Product Safety Electrical Appliance & Materials

 電気製品の安全性を確保することを義務付け,漏電や感電などを減らすことを狙った法律のこと。正式名称は「電気用品安全法」である。

 規制対象となる製品は冷蔵庫や洗濯機,テレビ,ゲーム機などからACアダプタ,蛍光灯用ソケットまで450品目に及ぶ。新製品のほか,中古品も対象となる。製造事業者や輸入事業者は自主検査を実施し,安全性を確認した上で「PSEマーク」を製品に付けて販売しなければならない。これまで国が行っていた認可を民間企業に委ねる「規制緩和」の一環とされる。

 そもそもPSE法は,1999年に電気用品取締法(旧法)から改正されたもので,2001年4月1日に施行された。この際,旧法に基づく表示を付けて市場に流通している規制対象製品については,期間を限って販売を認めた(図1)。

 PSE法では,リサイクル事業者なども届け出を提出することで「製造事業者」になり,中古製品がPSE法の技術基準に適合していることを確認できれば,製品にPSEマークを付けて販売できるようになる。ただし,1000Vもの電圧をかけて絶縁耐力試験を実施する必要があり,それ自体が危険といった声がある。

 この法律を巡っては,2006年4月の本格施行を控えた2月ごろから,「中古の電子機器が売買できなくなる」として施行に反対する声があがり始めた。リサイクル事業者は「経済産業省がPSE法の周知を徹底しなかったため,今まで同法の存在を知らなかった」として,PSE非対応品の販売猶予期間のさらなる延長などを求めた。このほか,中古電子楽器などのいわゆる「ビンテージもの」も対象だったため,ミュージシャンなどが規制の見直しを求めて署名運動を展開した。
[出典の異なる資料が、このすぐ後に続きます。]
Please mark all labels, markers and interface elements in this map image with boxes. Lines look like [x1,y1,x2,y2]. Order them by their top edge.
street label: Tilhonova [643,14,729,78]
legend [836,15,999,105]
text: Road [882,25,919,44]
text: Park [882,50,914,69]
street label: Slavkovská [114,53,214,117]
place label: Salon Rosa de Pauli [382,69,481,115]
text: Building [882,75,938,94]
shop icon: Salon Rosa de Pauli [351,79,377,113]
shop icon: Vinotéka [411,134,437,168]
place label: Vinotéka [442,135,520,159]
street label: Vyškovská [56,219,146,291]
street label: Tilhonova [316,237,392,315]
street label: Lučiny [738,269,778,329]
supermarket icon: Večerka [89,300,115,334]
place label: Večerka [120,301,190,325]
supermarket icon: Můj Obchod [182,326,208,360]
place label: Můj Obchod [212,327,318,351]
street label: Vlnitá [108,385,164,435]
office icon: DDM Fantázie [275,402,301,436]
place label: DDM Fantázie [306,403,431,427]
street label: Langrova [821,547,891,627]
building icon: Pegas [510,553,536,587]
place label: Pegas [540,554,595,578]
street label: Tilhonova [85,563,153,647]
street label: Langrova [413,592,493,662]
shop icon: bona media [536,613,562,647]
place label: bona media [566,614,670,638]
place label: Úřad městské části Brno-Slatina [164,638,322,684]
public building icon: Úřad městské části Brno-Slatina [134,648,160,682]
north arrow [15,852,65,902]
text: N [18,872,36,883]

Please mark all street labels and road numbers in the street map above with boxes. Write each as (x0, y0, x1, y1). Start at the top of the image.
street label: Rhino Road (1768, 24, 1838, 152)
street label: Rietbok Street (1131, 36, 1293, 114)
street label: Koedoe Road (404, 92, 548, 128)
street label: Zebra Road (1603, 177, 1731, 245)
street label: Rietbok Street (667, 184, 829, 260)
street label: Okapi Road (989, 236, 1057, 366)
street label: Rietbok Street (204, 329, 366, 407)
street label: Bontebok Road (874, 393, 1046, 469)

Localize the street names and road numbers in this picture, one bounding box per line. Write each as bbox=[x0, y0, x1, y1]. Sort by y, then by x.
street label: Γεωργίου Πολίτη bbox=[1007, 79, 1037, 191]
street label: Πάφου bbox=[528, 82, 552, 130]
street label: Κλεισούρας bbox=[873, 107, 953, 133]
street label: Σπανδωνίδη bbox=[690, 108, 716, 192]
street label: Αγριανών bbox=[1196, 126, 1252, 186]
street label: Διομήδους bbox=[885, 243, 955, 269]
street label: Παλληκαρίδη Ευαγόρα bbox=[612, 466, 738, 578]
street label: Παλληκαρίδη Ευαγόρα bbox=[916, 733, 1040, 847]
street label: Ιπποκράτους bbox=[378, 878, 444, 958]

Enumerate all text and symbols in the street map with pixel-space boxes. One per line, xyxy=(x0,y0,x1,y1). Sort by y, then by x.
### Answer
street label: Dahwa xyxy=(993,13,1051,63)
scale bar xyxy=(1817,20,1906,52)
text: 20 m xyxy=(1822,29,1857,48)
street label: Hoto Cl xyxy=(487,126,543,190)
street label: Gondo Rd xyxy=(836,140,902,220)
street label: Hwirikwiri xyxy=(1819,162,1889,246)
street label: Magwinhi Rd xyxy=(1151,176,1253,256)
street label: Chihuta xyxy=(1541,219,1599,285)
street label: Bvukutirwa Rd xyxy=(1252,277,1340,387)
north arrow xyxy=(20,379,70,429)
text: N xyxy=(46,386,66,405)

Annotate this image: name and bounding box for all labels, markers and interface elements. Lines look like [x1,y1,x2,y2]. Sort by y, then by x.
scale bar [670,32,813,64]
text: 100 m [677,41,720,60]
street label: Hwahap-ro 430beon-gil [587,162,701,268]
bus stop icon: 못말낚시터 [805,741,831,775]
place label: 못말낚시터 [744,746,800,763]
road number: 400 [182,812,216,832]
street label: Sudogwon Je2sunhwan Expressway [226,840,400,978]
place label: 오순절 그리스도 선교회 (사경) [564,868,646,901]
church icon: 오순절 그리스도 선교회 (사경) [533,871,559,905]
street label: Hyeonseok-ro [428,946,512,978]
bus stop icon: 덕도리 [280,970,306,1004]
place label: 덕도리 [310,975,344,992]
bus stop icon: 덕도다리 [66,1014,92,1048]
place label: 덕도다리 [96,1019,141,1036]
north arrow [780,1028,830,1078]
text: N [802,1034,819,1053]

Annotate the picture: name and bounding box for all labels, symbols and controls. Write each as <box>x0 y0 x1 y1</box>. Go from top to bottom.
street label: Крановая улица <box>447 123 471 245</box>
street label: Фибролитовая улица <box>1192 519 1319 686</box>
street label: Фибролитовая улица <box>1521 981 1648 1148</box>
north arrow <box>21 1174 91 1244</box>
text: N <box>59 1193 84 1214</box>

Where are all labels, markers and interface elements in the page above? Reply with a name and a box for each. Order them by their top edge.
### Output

 これらの動きを受けて経済産業省は,中古品については事実上PSEマークを不要とすることを決めた。マークの取得に必要な漏電検査機器などが中古品業者に行き渡るまでの間は,「業者が客に中古品をレンタルした」と見なすという。

図1 PSE法の対象製品と販売猶予期限
図1 PSE法の対象製品と販売猶予期限日経エレクトロニクス2006年3月27日号より抜粋)

<更新情報>
2006年3月24日の経済産業省の発表を受けて,文章を加筆しました。